Increasingly, the term Fedora (which was first used over 5 years ago as an acronym for the architecture) is now being used to refer to this software implementation. In this latter sense, Fedora is "an open source, digital object repository system using public APIs exposed as web services." [Staples, Wayland and Payette (2003)]. Fedora can best be thought of as services-mediation infrastructure, rather than an off-the-shelf application. It can use web services to call other services as well as expose its own services using web services standards. Key to the Fedora architecture is its underlying object-based model. Fedora stores digital content objects, either as datastreams contained within the repository or as links to external resources. It also stores disseminators, which are ways to render these digital content objects. The software maintains bindings between content objects and their disseminators. Each object has a default disseminator, but may be able to be disseminated in other ways. This architecture is extremely flexible, and provides significant advantages as a platform on which to build other applications [Lagoze, et al (2005)].

Fedora was selected after considering its merits relative to DSpace and a number of other candidates for a number of reasons:
However, it should be said that this is an area where a number of players, both open-source and proprietary, are moving very quickly. As a result, ARROW agreed to review its software decision every 12 months.

Fedora has been through a number of versions since the ARROW project started working with it:

Fedora is now a mature repository engine, with deep and rich functionality applicable to a range of problem domains. But it does not provide an out-of-the-box experience. When one downloads Fedora, one gets the engine only. To do something useful with Fedora, someone has to write software.

2.2 Outsourcing the software development

The other major decision to be made, therefore, was how ARROW would develop the software that could be built on top of Fedora to meet the requirements of the ARROW project. The original bid to DEST had envisaged that the project would hire its own software developers to write the necessary software. Geoff Payne, the ARROW project manager, realised that a potentially far better option would be to engage a developer, preferably one with experience with our preferred repository.  After a good deal of exploration and negotiation, the project announced [HREF9] in July 2004 that it was partnering with VTLS [HREF10] who already had a product on the market called VITAL [HREF11] that was built on top of Fedora. ARROW has licensed VITAL and is working with VTLS to extend the functionality of Fedora by commissioning a series of Open-Source Web Services (see section 3.1 on Open Source Web Services below).

The relationship between ARROW and VTLS is a true partnership, with significant transfers of IP in both directions.
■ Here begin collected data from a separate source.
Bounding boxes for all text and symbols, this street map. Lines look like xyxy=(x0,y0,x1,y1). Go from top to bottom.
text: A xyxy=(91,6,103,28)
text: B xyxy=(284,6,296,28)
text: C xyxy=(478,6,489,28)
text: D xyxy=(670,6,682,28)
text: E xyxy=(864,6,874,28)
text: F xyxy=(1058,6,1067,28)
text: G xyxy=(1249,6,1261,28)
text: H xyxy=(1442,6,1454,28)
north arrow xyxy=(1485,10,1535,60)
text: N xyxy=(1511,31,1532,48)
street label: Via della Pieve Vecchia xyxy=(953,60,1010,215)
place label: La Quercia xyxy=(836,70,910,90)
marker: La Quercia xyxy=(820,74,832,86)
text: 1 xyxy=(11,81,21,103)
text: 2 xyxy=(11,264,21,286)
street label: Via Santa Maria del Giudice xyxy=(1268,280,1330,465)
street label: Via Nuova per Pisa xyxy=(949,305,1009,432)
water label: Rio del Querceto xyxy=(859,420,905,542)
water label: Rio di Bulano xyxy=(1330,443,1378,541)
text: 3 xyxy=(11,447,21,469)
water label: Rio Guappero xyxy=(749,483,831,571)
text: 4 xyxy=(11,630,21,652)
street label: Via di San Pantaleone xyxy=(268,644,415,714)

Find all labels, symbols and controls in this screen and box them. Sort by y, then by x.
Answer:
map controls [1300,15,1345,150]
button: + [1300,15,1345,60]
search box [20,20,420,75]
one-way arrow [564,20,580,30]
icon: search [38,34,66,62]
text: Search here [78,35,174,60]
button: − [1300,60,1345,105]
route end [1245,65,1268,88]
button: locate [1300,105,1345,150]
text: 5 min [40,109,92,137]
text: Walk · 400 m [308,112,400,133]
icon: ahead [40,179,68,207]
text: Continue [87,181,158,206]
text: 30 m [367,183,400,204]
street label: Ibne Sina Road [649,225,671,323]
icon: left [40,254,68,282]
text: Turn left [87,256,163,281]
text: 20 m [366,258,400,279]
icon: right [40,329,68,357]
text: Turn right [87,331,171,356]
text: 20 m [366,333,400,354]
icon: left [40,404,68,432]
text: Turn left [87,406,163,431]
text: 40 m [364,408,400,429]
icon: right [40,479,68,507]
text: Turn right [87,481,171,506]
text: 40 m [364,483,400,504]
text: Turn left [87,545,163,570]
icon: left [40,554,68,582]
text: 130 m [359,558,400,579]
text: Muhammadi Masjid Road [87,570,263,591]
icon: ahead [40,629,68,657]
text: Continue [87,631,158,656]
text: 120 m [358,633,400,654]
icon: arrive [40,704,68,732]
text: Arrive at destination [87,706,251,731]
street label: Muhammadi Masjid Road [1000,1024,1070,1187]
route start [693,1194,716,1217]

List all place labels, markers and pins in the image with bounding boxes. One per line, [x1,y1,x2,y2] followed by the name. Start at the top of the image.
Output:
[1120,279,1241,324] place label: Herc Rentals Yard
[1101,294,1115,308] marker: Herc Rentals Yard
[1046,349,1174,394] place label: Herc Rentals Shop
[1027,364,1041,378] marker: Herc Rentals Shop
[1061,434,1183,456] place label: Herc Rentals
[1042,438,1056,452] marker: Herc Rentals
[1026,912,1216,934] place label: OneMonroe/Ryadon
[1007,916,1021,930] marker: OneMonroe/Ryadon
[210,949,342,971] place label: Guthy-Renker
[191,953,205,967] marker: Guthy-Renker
ARROW has the ability to influence the direction of future versions of VITAL, as well as getting access to pre-beta code for testing and critiquing.

This decision to partner with VTLS had a number of advantages:

2.3 VITAL

The original VITAL product was primarily aimed at digital image collections. VITAL 1.0 consisted of Fedora 1.2, a basic Web front end for searching (the VITAL Access Portal), and a Windows application for managing the repository contents (the VITAL Manager). The intention was that a small back-office staff would use the Manager to ingest and manage image files which would then be exposed to a much wider audience using the Access Portal.

The requirements of the ARROW Project were much broader than this. In particular, ARROW wanted support for:
VTLS have been gradually adding this functionality into successive releases of the software. VITAL 1.2 (codenamed Bandicoot) was released in November 2004, and VITAL 1.3 ( codenamed Bettong) is going through VTLS internal testing in March, prior to release in April 2005. VITAL 2.0 (codenamed Bilby), due for release in June/July 2005, will deliver all of the functionality originally specified by ARROW. VITAL 2.1 (tentatively codename Bobuck) has been delayed beyond its original ship date in order to draw on functionality that will only be delivered in Fedora 2.1 around mid-2005.

2.4 Additional software

The VITAL software was originally intended to meet the needs of the E-Print, E-Theses and NLA Repository for non-university research modules in the ARROW OLAD. While working with VTLS on the development of VITAL, the ARROW project has also been investigating other software options for parts of the ARROW offering.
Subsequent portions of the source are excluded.